───── Data

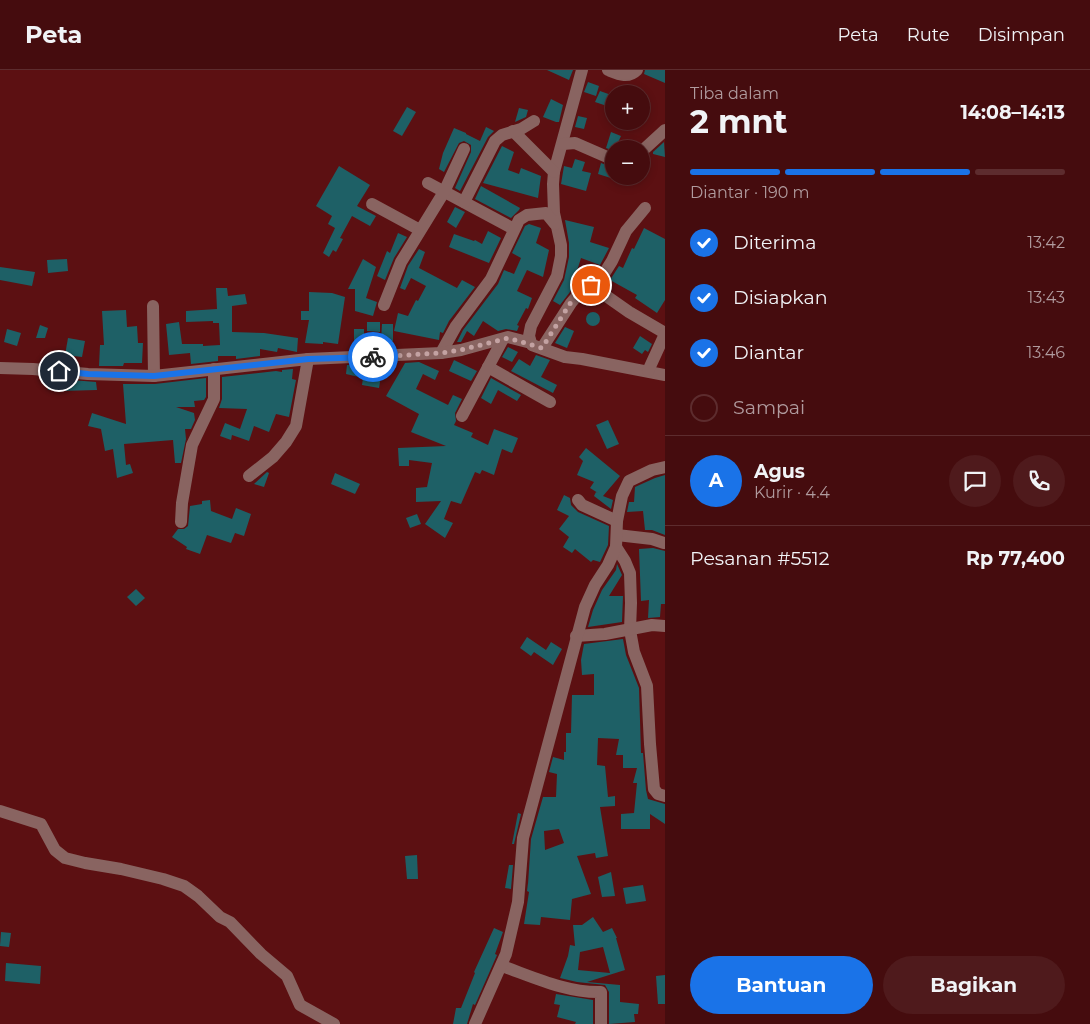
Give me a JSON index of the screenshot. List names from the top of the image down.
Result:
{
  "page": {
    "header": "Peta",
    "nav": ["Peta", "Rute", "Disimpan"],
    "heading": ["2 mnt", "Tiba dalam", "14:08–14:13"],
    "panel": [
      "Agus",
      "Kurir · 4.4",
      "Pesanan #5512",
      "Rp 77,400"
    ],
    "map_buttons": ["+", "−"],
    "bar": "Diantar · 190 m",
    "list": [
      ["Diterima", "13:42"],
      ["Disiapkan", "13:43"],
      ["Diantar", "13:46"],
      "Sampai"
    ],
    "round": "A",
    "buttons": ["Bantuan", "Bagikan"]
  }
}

──────────

Each entry above should be printed again word for word, with any picture dropped.

- Response
Give me a JSON index of the screenshot. List names from the top of the image down.
Result:
{
  "page": {
    "header": "Peta",
    "nav": ["Peta", "Rute", "Disimpan"],
    "heading": ["2 mnt", "Tiba dalam", "14:08–14:13"],
    "panel": [
      "Agus",
      "Kurir · 4.4",
      "Pesanan #5512",
      "Rp 77,400"
    ],
    "map_buttons": ["+", "−"],
    "bar": "Diantar · 190 m",
    "list": [
      ["Diterima", "13:42"],
      ["Disiapkan", "13:43"],
      ["Diantar", "13:46"],
      "Sampai"
    ],
    "round": "A",
    "buttons": ["Bantuan", "Bagikan"]
  }
}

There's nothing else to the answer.